[[ EXCERPTED DATA open ]]
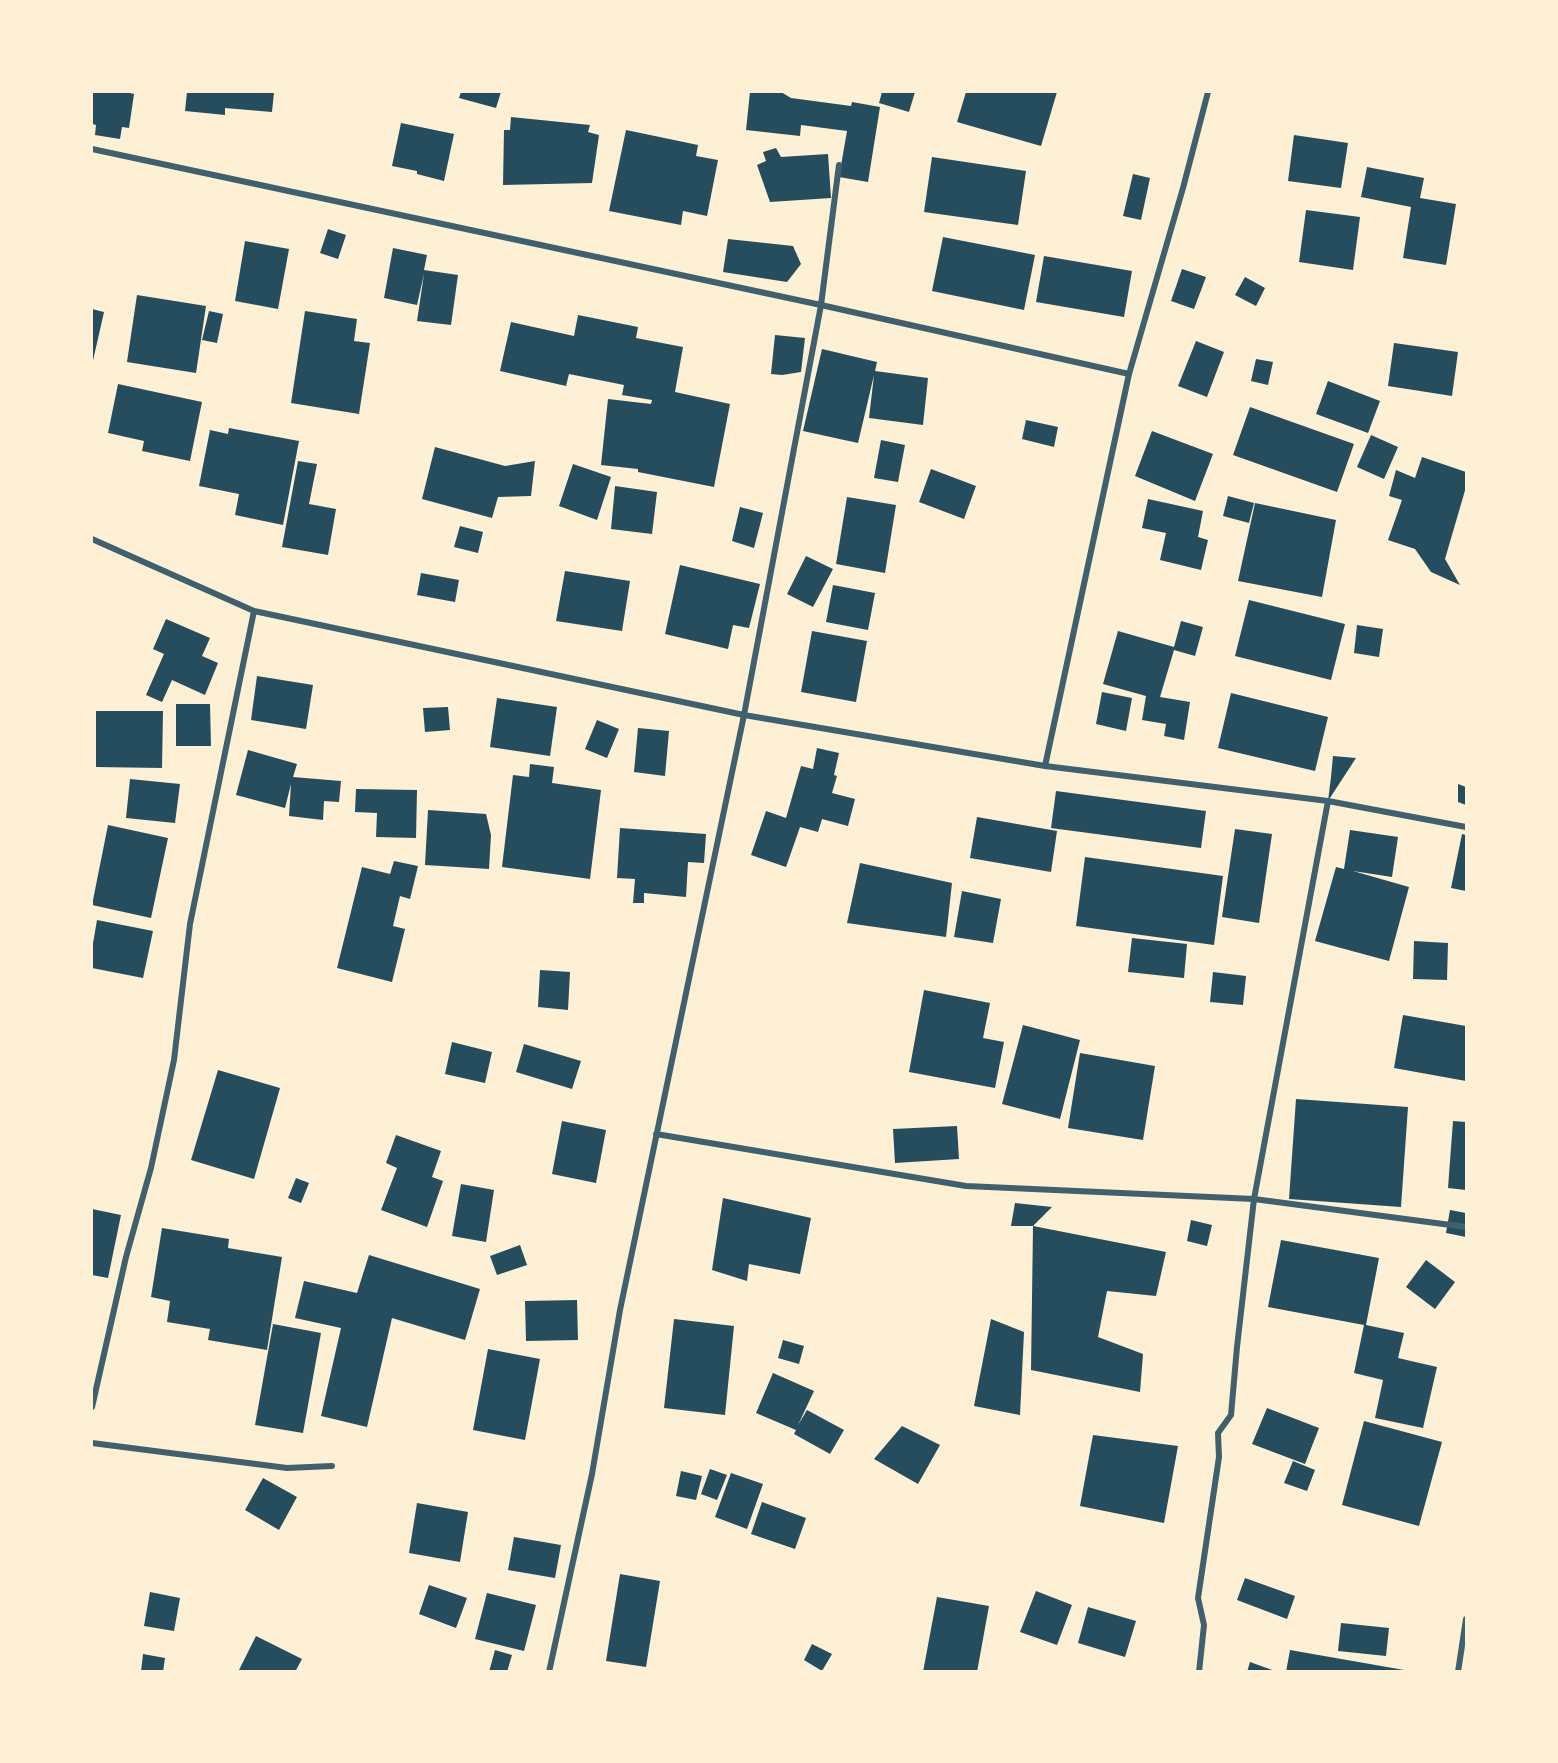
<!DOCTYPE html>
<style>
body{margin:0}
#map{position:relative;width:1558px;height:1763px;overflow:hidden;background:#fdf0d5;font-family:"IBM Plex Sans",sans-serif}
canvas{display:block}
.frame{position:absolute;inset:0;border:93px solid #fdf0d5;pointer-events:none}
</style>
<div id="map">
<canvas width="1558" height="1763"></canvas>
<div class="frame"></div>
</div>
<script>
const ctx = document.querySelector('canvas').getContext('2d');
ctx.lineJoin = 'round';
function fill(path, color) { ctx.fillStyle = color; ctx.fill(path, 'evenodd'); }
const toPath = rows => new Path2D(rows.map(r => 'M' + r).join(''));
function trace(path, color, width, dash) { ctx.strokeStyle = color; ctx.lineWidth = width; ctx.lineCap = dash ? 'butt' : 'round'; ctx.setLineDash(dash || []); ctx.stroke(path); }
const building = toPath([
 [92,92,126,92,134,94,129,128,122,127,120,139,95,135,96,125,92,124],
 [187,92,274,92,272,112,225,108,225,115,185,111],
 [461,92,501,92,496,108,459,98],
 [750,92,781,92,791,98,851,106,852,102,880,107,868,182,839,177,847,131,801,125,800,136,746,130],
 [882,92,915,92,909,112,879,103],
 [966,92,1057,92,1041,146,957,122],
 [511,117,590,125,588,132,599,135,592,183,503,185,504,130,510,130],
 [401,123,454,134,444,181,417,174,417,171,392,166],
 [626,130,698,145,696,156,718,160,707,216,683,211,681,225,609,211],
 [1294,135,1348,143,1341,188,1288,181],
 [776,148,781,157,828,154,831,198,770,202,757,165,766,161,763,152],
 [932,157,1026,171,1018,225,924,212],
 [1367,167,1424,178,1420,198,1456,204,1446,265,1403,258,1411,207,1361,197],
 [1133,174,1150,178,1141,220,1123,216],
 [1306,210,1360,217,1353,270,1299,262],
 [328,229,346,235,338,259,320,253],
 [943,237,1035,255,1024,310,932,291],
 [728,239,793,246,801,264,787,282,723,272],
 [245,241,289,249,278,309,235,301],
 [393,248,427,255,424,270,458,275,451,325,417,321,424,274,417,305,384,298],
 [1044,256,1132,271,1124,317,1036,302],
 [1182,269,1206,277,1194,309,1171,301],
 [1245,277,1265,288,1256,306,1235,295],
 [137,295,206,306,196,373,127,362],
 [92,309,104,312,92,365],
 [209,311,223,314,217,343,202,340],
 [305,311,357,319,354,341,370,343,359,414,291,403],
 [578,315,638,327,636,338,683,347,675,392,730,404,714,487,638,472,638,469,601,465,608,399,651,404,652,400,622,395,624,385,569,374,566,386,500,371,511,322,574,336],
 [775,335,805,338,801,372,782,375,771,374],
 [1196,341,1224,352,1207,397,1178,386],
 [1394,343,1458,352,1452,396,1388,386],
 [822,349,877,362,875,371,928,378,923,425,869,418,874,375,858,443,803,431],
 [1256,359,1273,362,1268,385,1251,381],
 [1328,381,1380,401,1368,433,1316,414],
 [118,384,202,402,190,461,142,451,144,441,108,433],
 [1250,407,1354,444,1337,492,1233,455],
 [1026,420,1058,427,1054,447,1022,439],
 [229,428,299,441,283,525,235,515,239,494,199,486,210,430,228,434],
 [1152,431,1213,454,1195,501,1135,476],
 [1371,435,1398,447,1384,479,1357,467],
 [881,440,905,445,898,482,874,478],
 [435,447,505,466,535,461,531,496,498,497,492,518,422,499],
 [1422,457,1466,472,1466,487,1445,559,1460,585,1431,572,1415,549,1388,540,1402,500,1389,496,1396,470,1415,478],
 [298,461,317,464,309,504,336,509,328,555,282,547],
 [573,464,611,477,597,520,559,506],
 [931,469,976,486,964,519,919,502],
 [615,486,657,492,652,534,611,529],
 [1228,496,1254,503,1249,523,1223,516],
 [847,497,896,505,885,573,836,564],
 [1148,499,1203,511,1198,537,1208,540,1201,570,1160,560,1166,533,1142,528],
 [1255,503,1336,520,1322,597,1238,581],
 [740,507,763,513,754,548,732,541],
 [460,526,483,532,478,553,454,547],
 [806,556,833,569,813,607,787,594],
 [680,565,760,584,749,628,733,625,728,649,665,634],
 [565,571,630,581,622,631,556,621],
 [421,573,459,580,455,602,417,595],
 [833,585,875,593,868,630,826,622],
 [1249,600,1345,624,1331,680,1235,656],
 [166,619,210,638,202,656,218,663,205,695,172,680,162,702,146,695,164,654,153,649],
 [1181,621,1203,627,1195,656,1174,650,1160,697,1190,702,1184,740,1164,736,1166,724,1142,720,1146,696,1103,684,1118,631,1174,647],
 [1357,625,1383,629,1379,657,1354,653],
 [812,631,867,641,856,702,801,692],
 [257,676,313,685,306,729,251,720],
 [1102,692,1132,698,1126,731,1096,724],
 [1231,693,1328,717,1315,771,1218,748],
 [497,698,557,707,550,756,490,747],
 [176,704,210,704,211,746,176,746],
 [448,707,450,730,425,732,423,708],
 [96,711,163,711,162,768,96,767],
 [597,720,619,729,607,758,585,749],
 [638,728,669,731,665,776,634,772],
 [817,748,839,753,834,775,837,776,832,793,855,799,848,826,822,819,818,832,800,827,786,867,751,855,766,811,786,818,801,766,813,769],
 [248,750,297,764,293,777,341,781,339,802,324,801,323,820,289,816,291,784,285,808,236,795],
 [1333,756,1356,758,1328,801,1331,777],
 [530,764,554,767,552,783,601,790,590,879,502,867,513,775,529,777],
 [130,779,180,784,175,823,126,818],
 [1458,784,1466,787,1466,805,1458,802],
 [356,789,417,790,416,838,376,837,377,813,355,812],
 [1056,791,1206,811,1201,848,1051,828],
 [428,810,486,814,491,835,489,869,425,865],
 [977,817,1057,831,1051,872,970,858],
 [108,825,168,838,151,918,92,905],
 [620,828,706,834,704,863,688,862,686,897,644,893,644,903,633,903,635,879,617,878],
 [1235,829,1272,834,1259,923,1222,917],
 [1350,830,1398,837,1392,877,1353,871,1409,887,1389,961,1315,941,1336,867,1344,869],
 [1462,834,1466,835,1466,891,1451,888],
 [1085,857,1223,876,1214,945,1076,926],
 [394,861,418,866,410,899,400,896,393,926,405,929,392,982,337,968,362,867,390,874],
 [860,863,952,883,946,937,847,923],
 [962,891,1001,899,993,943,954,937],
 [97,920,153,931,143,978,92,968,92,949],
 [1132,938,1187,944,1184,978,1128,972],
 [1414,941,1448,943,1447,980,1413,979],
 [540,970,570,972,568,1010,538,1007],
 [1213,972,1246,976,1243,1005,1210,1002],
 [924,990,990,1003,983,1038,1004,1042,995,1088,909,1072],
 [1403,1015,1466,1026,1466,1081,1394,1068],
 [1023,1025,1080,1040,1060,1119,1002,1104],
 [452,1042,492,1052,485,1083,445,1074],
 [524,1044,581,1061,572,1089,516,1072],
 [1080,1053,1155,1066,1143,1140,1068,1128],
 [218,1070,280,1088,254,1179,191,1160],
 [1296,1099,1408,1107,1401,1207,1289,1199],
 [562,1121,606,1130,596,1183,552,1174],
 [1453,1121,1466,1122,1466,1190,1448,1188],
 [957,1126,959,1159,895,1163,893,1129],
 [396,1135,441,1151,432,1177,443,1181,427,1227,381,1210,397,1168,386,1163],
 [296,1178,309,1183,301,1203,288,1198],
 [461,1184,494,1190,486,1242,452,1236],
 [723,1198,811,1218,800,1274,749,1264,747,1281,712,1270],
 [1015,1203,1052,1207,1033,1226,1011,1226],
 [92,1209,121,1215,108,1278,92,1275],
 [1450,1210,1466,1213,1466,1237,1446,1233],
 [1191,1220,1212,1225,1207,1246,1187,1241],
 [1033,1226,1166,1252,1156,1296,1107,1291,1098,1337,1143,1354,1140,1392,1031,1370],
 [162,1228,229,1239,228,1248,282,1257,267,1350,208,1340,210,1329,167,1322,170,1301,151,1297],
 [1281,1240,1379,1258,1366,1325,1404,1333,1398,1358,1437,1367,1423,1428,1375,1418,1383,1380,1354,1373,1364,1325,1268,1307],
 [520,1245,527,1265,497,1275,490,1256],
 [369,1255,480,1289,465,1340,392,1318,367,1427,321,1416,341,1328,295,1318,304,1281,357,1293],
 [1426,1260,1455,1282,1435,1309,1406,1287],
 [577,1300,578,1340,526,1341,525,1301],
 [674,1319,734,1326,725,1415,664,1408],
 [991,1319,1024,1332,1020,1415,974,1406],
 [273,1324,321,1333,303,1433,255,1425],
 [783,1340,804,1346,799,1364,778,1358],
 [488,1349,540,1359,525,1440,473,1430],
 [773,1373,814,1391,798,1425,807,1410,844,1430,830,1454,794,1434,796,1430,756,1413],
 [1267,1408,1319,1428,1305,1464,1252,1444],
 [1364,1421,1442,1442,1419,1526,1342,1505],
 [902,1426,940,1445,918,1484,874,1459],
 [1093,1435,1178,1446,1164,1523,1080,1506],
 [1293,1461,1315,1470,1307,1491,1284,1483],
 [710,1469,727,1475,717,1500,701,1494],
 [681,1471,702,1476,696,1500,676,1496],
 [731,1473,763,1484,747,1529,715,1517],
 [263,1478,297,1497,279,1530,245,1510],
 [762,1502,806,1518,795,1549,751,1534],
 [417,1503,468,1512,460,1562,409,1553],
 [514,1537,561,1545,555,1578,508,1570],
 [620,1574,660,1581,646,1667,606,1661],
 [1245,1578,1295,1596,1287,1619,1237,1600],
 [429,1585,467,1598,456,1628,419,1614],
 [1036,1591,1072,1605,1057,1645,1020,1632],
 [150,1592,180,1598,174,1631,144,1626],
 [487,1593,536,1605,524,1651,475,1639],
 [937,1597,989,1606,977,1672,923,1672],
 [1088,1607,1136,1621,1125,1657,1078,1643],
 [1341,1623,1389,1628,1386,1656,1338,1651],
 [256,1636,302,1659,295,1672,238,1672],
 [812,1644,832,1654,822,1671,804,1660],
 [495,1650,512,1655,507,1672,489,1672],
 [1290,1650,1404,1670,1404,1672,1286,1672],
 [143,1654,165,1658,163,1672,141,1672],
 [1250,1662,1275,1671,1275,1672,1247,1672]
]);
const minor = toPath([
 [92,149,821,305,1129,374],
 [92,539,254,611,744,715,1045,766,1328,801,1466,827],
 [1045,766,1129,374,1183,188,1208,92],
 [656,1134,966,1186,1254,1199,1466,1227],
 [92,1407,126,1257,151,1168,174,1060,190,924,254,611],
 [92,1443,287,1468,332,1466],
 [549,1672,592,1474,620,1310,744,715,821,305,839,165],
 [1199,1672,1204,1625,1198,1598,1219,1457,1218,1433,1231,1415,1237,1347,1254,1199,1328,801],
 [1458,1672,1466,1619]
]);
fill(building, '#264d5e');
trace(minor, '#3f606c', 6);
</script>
[[ EXCERPTED DATA closed ]]
[[ EXCERPTED DATA open ]]
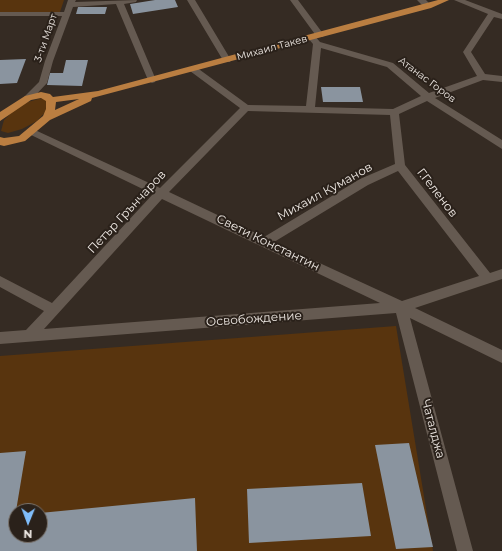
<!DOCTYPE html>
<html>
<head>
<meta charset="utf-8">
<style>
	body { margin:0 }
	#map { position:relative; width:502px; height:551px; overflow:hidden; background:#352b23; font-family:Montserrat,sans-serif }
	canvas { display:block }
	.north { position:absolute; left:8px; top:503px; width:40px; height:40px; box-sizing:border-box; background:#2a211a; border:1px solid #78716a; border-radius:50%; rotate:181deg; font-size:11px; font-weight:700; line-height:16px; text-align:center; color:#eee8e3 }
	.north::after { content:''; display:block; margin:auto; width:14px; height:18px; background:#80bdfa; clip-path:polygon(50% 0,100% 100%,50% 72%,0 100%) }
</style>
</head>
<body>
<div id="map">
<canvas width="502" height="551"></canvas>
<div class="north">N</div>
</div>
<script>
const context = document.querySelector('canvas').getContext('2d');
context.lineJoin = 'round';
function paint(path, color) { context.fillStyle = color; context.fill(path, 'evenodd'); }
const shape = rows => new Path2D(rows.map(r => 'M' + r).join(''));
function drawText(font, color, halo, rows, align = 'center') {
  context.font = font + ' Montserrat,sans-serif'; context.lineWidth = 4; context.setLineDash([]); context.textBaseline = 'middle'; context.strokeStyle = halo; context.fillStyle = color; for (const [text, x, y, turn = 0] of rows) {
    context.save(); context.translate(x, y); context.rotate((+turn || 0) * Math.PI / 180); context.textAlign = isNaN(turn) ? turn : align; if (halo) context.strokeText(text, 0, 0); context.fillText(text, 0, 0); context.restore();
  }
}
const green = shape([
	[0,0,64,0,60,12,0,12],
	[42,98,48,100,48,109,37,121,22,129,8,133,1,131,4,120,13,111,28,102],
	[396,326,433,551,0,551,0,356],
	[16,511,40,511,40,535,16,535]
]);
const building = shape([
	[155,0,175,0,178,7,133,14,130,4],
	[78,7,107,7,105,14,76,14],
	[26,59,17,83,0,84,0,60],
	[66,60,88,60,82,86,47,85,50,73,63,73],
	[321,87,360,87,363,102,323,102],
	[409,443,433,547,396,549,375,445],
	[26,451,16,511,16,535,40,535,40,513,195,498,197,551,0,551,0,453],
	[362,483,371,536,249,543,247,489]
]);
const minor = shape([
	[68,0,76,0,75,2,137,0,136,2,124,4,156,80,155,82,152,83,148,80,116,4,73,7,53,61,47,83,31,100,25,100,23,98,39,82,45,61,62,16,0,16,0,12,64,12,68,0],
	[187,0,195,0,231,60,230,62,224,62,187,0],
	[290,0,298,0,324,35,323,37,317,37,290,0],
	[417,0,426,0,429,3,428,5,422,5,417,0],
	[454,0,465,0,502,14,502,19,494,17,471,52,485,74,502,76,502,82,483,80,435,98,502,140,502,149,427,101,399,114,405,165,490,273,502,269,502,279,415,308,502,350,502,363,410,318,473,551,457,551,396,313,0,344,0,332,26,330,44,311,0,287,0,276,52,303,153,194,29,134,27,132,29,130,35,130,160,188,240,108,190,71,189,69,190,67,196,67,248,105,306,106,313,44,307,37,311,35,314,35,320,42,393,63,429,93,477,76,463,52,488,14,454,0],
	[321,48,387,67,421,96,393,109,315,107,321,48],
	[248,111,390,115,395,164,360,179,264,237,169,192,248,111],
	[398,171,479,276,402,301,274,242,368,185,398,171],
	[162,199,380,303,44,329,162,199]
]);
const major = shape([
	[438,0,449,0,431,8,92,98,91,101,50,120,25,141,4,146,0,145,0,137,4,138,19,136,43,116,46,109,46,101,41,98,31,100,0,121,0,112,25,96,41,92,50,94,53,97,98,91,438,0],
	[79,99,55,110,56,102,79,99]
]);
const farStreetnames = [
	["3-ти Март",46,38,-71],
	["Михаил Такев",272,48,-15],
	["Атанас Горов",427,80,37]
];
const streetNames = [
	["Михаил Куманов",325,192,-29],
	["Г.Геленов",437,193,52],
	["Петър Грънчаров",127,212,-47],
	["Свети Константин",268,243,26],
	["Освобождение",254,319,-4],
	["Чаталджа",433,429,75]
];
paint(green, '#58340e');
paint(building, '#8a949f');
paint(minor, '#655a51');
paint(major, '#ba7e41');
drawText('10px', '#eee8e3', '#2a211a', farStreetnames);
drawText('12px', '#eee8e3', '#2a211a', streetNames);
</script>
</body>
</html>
[[ EXCERPTED DATA closed ]]
§ **WHAT THE EXERCISE ASKS**: Filter these records, keeping every line where the word "querySelector" occurs.

§ **RESPONSE TO THIS EXERCISE**:
const ctx = document.querySelector('canvas').getContext('2d');
const context = document.querySelector('canvas').getContext('2d');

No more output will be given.